With all eyes on Dow component Disney's (DIS) earnings release after the close today, the focus remains on the highly anticipated "Star Wars: The Force Awakens" due in theaters Dec. 18 and expected to be among the top-grossing films of all time.
However, with results driven by cable subscription trends, advertising strength, and consumer discretionary spending, there's more on the line than "Star Wars" success.
And, indeed, Disney's $4 billion LucasFilm acquisition in 2013 -- following Pixar in 2006 and Marvel in 2009 -- has been a key driver for the stock. Single-day advance ticket sales for "Star Wars" beat any previous record by 10 times with over 1,000 showings sold out in less than 12 hours in AMC Theaters, according to Bank of America in its aptly titled note "A perfect storm (trooper)." Additionally, IMAX reported $6.5 million in domestic single day pre-sales, more than six times what "The Hunger Games: Catching Fire" and "The Avengers" had achieved in a single day.

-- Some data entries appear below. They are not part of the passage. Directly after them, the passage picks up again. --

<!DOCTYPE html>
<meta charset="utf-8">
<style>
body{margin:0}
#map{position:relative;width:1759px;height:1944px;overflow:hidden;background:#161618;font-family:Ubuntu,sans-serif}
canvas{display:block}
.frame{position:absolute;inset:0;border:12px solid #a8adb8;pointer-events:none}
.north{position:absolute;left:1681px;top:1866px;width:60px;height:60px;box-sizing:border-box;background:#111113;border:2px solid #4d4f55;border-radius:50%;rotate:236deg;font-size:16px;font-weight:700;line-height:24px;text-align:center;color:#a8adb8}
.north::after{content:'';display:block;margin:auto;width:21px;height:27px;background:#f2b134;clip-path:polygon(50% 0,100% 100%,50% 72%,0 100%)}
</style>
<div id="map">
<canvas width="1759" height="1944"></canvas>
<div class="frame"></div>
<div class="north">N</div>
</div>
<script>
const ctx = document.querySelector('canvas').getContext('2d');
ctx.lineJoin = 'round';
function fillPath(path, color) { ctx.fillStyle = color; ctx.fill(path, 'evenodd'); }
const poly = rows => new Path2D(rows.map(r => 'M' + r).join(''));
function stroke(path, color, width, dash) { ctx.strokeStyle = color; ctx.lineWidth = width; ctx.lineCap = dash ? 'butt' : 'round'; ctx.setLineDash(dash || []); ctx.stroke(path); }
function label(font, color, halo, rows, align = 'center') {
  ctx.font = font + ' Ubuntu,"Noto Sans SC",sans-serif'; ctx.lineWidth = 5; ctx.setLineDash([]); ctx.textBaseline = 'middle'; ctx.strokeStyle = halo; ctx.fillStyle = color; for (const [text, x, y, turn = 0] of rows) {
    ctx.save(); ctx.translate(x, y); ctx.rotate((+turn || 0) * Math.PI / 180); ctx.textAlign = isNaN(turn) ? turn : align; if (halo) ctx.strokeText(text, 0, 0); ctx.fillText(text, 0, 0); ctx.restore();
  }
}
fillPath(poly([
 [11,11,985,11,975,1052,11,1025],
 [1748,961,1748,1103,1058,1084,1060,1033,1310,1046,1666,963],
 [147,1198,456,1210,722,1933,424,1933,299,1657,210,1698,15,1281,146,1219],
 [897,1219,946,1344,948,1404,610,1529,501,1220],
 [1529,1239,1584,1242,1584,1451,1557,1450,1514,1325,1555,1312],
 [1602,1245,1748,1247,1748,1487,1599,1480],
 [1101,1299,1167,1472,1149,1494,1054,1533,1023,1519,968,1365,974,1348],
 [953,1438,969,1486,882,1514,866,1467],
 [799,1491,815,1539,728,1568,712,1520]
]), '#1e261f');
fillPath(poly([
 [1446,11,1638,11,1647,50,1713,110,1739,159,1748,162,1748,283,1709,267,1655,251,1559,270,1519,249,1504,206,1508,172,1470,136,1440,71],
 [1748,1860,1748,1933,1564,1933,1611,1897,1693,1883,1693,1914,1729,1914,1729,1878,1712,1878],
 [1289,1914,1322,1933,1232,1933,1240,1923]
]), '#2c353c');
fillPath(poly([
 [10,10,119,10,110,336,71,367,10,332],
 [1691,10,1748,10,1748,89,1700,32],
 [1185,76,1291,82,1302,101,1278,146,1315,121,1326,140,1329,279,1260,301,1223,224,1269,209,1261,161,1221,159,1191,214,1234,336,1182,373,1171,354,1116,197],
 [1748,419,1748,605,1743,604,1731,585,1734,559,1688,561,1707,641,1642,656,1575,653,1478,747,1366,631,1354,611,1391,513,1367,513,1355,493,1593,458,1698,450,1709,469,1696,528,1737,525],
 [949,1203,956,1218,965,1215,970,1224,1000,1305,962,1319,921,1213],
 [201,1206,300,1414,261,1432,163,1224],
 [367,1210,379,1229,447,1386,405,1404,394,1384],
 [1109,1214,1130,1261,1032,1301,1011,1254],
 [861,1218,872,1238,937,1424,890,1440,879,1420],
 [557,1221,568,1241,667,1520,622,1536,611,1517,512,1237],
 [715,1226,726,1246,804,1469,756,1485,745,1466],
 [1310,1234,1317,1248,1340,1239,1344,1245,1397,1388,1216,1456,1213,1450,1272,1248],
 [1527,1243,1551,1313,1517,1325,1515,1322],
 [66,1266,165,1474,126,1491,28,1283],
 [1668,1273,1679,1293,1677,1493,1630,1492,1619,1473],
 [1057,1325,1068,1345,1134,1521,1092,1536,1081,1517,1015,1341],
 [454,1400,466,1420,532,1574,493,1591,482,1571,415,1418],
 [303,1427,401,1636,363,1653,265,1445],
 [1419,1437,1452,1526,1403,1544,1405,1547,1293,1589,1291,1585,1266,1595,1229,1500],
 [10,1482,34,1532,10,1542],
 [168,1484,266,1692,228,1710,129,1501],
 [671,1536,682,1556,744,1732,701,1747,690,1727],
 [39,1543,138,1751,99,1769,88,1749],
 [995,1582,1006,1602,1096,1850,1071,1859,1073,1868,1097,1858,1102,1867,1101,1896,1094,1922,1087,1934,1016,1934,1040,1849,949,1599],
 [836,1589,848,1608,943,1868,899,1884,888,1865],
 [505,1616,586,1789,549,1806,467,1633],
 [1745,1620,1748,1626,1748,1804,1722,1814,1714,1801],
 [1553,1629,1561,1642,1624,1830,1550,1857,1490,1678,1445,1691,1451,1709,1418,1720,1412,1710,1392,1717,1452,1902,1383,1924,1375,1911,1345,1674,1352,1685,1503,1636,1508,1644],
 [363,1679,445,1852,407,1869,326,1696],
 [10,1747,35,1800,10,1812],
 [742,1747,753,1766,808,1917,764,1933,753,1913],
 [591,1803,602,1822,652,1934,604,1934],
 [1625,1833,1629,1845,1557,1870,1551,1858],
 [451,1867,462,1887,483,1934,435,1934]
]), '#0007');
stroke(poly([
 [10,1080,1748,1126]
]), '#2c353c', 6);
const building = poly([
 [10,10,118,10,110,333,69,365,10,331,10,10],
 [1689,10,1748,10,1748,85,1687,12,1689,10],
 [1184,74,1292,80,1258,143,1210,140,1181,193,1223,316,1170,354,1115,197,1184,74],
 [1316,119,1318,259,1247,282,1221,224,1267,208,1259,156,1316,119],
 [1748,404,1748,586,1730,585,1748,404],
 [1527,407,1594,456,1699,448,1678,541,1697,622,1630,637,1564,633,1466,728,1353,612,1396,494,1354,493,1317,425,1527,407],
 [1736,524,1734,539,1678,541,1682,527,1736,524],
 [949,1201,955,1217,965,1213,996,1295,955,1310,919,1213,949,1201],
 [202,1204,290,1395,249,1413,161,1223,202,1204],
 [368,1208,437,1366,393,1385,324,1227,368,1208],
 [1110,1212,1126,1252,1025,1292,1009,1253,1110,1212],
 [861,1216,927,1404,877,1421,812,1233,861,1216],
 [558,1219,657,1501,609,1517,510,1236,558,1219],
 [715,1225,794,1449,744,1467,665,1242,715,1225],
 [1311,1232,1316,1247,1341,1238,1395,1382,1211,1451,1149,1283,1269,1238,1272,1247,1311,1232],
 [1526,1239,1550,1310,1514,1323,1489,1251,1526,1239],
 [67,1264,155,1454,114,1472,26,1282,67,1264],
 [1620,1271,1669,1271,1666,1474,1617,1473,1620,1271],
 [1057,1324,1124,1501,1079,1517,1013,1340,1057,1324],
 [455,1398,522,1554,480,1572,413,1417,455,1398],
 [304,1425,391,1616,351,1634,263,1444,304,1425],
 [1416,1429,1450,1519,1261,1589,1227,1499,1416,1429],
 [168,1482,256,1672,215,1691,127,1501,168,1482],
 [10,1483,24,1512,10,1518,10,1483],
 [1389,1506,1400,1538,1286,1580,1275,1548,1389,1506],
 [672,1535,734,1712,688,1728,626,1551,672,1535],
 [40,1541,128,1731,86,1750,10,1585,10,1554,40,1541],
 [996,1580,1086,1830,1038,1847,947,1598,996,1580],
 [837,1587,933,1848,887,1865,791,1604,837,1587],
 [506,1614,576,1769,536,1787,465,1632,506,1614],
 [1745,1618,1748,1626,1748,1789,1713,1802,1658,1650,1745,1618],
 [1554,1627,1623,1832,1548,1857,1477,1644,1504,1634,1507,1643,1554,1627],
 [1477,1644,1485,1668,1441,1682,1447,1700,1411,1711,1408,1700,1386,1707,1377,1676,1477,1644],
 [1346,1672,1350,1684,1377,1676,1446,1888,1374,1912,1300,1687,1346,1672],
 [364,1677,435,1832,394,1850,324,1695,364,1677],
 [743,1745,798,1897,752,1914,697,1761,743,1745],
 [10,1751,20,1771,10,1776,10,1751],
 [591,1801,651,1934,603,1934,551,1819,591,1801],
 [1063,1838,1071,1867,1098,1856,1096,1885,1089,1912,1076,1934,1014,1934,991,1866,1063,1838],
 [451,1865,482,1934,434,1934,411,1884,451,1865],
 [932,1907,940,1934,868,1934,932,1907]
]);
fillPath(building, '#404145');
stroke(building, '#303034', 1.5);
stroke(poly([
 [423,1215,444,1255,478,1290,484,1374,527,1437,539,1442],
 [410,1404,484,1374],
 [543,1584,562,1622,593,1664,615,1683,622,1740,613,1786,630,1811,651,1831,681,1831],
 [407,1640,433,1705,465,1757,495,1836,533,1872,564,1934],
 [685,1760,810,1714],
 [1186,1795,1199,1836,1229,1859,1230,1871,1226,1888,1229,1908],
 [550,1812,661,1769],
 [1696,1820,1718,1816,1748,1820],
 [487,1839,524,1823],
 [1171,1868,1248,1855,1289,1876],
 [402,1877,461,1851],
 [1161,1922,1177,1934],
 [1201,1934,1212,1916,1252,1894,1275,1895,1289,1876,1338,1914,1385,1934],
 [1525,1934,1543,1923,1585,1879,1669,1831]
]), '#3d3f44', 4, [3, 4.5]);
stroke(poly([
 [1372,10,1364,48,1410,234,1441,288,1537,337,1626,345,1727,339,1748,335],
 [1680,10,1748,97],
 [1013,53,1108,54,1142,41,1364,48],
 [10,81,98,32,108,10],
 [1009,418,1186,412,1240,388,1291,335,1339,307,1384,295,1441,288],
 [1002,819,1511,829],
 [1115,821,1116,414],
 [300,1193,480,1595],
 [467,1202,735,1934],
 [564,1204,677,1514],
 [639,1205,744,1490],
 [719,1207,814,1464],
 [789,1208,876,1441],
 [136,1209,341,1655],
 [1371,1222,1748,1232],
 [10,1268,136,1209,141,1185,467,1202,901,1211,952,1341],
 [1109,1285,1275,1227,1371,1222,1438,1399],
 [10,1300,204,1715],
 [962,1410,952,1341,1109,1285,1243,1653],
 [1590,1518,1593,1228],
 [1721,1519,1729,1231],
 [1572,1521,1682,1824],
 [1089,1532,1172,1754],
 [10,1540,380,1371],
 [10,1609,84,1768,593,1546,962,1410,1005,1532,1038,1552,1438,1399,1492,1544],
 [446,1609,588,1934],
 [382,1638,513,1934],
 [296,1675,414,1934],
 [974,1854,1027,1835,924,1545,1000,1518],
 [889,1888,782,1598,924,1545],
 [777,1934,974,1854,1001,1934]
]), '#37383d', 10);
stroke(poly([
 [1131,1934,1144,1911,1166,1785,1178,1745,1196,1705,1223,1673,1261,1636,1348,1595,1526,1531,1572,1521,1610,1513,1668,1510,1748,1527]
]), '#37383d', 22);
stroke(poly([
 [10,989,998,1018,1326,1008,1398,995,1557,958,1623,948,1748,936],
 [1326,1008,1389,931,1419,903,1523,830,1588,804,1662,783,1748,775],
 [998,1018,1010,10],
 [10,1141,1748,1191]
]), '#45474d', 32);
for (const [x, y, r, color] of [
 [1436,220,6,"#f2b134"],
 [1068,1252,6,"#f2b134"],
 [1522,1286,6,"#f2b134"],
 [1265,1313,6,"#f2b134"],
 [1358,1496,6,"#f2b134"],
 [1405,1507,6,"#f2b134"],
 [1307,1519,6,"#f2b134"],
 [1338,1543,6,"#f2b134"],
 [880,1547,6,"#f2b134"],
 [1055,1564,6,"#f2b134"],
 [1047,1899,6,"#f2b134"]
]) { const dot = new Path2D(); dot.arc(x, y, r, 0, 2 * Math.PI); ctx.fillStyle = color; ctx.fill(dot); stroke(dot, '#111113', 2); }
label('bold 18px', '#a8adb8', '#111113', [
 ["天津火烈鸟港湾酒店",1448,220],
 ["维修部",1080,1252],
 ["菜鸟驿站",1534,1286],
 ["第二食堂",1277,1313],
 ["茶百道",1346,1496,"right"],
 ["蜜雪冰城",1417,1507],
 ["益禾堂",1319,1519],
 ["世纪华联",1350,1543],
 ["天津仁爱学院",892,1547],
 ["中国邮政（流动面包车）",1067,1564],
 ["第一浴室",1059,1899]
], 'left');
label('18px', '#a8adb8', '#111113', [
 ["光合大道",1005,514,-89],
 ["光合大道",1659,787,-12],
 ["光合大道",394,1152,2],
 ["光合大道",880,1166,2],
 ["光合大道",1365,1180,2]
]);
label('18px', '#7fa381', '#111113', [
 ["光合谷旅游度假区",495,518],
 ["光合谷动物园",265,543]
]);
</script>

Of course, cross-monetization opportunities in Disney Parks and consumer products are important sources of more long-term value for the "Star Wars" franchise. Merchandise sales, where Disney takes about a 10% royalty, could amount to $5 billion in the first year, according to Macquarie. Toy maker Hasbro's (HAS) third-quarter results support this number, as its toy category for boys was driven by initial "Star Wars" shipments on Sept. 4.

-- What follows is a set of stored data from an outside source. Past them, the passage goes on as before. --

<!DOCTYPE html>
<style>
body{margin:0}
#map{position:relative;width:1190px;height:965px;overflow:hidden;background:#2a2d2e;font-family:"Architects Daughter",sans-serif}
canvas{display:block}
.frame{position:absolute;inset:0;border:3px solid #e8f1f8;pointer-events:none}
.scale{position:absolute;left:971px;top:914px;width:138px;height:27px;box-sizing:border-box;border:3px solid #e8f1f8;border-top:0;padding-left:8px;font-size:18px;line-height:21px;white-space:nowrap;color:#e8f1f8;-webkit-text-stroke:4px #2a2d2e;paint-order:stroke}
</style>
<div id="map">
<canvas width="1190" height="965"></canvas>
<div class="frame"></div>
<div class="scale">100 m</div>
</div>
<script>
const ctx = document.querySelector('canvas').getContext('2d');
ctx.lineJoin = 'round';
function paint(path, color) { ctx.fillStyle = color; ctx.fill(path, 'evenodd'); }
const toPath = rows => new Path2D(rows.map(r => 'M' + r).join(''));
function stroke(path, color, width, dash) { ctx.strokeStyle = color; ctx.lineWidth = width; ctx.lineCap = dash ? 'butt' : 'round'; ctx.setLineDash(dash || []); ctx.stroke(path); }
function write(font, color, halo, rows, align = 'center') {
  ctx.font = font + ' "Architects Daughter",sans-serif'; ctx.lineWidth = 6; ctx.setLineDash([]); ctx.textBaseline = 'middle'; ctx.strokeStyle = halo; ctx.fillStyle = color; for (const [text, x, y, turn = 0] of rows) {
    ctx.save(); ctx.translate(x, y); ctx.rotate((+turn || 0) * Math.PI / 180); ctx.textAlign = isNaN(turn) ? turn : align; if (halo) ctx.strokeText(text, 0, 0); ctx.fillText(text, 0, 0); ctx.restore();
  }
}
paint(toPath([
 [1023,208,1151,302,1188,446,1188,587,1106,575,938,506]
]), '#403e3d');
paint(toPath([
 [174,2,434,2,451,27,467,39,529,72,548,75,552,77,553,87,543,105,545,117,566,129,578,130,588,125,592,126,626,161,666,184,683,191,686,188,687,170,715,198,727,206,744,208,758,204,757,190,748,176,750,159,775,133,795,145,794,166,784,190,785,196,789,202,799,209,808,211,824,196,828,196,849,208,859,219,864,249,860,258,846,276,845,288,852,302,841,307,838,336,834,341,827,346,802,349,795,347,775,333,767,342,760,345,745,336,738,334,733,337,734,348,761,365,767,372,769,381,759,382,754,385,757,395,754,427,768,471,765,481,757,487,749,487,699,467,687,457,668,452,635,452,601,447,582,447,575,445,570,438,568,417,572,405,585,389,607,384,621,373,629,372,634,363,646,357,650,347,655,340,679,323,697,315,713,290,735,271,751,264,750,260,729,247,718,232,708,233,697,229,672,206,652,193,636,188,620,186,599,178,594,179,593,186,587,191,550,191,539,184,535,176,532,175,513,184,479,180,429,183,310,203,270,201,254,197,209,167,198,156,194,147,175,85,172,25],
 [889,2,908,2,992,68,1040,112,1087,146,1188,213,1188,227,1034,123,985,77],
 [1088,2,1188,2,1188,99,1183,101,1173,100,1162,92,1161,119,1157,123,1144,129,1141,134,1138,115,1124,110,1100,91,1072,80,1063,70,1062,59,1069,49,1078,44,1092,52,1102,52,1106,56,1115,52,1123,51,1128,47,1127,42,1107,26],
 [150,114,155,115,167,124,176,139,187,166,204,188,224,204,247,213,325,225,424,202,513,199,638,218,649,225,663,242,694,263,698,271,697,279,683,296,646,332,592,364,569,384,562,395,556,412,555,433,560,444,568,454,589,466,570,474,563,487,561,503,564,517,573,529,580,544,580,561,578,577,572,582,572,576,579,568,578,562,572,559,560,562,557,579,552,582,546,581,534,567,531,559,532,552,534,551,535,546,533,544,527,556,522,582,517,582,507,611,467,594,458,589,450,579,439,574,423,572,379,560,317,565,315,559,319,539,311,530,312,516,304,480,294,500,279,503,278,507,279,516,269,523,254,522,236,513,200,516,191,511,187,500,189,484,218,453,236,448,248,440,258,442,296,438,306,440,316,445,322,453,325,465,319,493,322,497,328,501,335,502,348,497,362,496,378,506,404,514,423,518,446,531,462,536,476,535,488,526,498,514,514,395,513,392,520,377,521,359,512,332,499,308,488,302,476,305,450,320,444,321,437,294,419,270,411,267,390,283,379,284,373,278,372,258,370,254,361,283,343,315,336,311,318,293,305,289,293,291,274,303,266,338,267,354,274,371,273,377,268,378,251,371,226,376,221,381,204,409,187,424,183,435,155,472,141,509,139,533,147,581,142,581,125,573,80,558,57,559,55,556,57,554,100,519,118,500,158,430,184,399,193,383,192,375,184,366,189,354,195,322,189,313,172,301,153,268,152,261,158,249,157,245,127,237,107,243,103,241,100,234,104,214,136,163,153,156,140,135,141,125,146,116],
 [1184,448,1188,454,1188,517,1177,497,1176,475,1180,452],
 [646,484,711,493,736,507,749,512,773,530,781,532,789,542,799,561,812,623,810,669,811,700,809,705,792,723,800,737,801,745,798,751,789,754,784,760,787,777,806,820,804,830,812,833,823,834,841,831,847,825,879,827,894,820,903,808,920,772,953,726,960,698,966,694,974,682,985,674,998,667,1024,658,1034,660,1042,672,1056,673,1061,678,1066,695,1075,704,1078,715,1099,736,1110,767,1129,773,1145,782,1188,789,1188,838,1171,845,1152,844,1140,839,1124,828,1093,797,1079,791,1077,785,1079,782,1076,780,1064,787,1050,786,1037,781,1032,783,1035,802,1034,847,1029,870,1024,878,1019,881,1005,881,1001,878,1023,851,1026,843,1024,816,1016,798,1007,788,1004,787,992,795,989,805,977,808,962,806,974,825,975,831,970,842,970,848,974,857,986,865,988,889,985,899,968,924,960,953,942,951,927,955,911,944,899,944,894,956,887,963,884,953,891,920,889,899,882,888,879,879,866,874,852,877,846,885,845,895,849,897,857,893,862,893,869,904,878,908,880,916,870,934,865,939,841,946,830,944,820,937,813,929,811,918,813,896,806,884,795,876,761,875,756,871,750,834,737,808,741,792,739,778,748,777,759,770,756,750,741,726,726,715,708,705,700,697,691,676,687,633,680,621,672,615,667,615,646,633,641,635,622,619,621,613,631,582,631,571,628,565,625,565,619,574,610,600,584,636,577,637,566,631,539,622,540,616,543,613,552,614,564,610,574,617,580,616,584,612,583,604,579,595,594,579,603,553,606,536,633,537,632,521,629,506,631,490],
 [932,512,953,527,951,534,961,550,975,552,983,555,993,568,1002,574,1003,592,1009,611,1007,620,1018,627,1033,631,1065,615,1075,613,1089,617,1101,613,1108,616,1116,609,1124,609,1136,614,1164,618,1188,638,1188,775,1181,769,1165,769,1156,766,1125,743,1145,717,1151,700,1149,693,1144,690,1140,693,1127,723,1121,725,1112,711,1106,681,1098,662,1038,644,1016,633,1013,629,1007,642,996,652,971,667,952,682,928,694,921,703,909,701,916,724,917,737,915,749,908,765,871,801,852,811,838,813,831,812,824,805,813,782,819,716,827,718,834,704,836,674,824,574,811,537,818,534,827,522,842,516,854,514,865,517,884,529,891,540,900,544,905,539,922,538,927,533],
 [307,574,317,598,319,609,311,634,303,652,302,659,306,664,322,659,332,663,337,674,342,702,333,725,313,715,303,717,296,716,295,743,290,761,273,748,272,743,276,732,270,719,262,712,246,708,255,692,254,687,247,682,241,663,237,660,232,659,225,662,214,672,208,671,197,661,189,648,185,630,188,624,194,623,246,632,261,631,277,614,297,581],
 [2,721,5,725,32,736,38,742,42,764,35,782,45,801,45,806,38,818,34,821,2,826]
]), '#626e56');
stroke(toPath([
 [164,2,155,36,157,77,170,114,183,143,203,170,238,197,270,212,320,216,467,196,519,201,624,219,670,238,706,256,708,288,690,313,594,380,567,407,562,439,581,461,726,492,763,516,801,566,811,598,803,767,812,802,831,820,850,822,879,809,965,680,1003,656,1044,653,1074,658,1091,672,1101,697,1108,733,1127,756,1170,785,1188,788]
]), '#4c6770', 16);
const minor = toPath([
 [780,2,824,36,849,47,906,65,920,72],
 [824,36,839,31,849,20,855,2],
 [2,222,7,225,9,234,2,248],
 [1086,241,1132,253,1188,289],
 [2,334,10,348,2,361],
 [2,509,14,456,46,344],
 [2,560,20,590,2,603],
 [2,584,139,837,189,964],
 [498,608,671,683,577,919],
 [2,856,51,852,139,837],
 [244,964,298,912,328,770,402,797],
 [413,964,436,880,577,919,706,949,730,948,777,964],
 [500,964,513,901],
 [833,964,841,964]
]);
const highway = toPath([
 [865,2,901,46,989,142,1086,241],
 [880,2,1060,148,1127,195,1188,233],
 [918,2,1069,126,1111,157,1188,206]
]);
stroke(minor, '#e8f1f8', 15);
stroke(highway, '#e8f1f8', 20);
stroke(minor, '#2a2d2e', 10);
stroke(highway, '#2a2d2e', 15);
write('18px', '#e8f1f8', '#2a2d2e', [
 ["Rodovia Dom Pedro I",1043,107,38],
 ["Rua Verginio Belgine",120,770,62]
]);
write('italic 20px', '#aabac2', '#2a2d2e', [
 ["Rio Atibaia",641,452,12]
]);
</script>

But the bigger driver for the company remains its media properties, including its cable networks -- ESPN, ABC, and the Disney Channel -- which contribute approximately half of the company's revenues and more than two-thirds of its profits. Disney emphasized the challenges of the changing media landscape, reflecting a trend of cord cutters, in its last conference call in August, propelling a sell-off in shares from $120 to $90 before rebounding to current levels of $115.
But following Disney's downbeat subscriber trends on its last earnings conference call, media multiples have compressed by 12% in the midst of an aggregate 4% downward revision in 2016 earnings for the group, according to Nomura, adding that strong U.S. Open viewership on ESPN and the rebound of Monday Night Football ratings support momentum for cable. Sports in general has been a strong demand category for the name, giving it more negotiating power amid industry changes.
Overall, aside from the "Star Wars" catalyst and cable dynamics, the improving macro economy and consumer spending should benefit the company overall, from consumer products to park attendance, offsetting some of the conerns about pressure from the stronger dollar and weakness in its cable operations.